I have troubles to state this question percisely, though I do my best. I have two affine transformations S,T (size n) and univariate polynomial P - all over finite field k. The univariate polynomial is a member of quotient ring k[t]/<g>, where g is irreducible polynomial of degree n. I am computing S(P(T(m)), where m is message of length n. So, first I perform affine transformation on m, then I transform the result to polynomial ring by coefficients. Example follows

m = (1,0,1), S(M) = (1,1,0). Then corresponding polynomial is x^2 + x + 0. Then I evaluate P in value x^2 + x + 0. So I compute P(x^2 + x), where computation is done modulo g.

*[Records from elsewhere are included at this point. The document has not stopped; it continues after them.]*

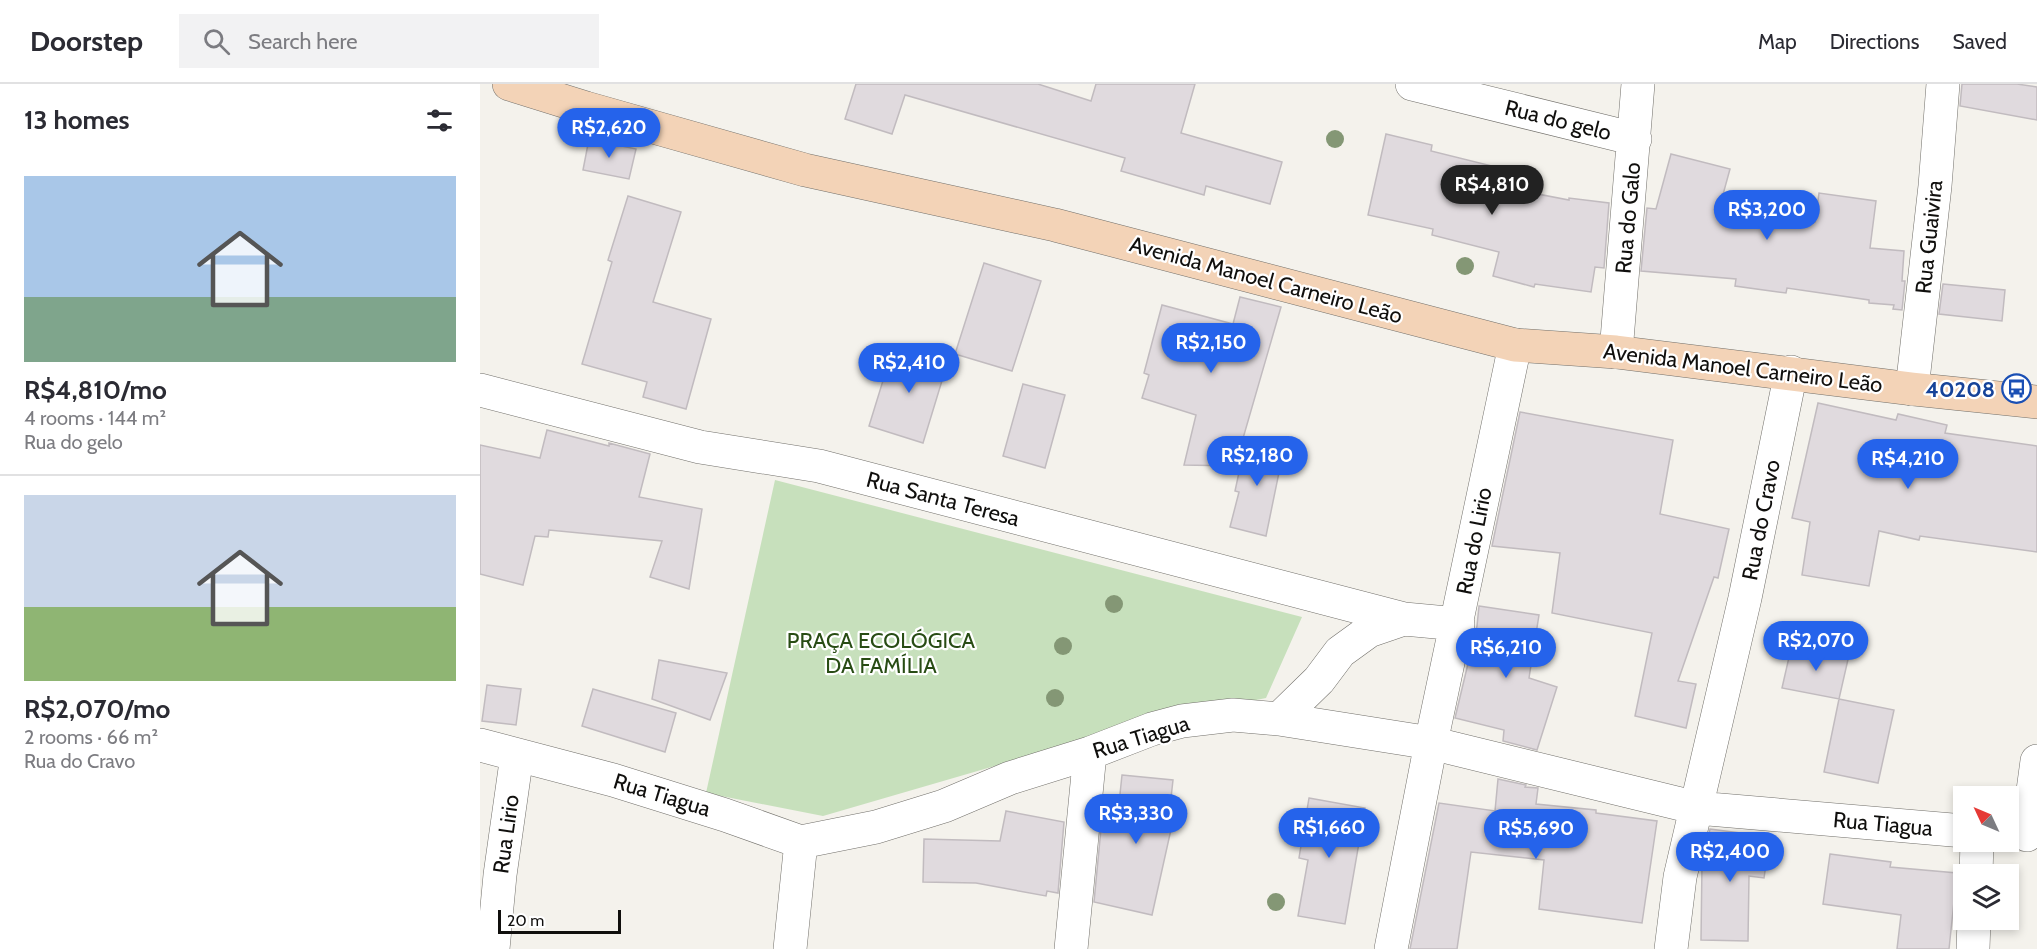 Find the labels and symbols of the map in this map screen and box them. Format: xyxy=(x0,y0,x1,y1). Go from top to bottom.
street label: Rua do gelo xyxy=(1502,94,1614,146)
pin: R$2,620 xyxy=(554,108,664,159)
street label: Rua do Galo xyxy=(1610,161,1646,275)
pin: R$4,810 xyxy=(1437,165,1547,216)
street label: Rua Guaivira xyxy=(1910,178,1948,295)
pin: R$3,200 xyxy=(1712,190,1822,241)
street label: Avenida Manoel Carneiro Leão xyxy=(1127,231,1405,329)
pin: R$2,150 xyxy=(1156,323,1266,374)
street label: Avenida Manoel Carneiro Leão xyxy=(1602,337,1884,399)
pin: R$2,410 xyxy=(854,343,964,394)
bus stop icon: 40208 xyxy=(2000,373,2032,405)
place label: 40208 xyxy=(1925,376,1995,403)
pin: R$2,180 xyxy=(1202,436,1312,487)
pin: R$4,210 xyxy=(1853,439,1963,490)
street label: Rua do Cravo xyxy=(1736,457,1786,583)
street label: Rua Santa Teresa xyxy=(864,466,1023,533)
street label: Rua do Lirio xyxy=(1450,485,1498,597)
pin: R$2,070 xyxy=(1761,621,1871,672)
park label: PRAÇA ECOLÓGICA DA FAMÍLIA xyxy=(787,627,976,679)
pin: R$6,210 xyxy=(1451,628,1561,679)
street label: Rua Tiagua xyxy=(1089,709,1193,765)
street label: Rua Tiagua xyxy=(610,767,714,823)
north arrow xyxy=(1953,786,2019,852)
street label: Rua Lirio xyxy=(487,793,525,875)
pin: R$3,330 xyxy=(1081,794,1191,845)
street label: Rua Tiagua xyxy=(1832,806,1934,842)
pin: R$1,660 xyxy=(1274,808,1384,859)
pin: R$5,690 xyxy=(1481,809,1591,860)
pin: R$2,400 xyxy=(1675,832,1785,883)
scale bar xyxy=(498,907,621,934)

Let's say, that result is 0x^2 + x + 1. Then I transfer this back to vector, again by coefficients. So the resulting vector is (0,1,1). Finaly I apply last affine transformation T.

The problem is, that I need to be able to do this for general looking vectors, i.e. for vectors (m_1, ... , m_n). I'm newbie to sage. I tried to create symbolic vector with elements m_0 , ... , m_n. Then successfuly applied first transformation and was able to make a polynomial out of that vector.

What I struggle with, is evaluating the polynomial P on that vector. First of all, I'm not even able to create the corresponding quotient ring. I guess that my polynomial ring is PolynomialRing(SR, 't'). Yet, sage won't let me create irreducible element of this ring. I'm not sure whether I've chosen the right path how to tackle this problem.

Could please anyone provide some insight and perhaps suggest how to proceed?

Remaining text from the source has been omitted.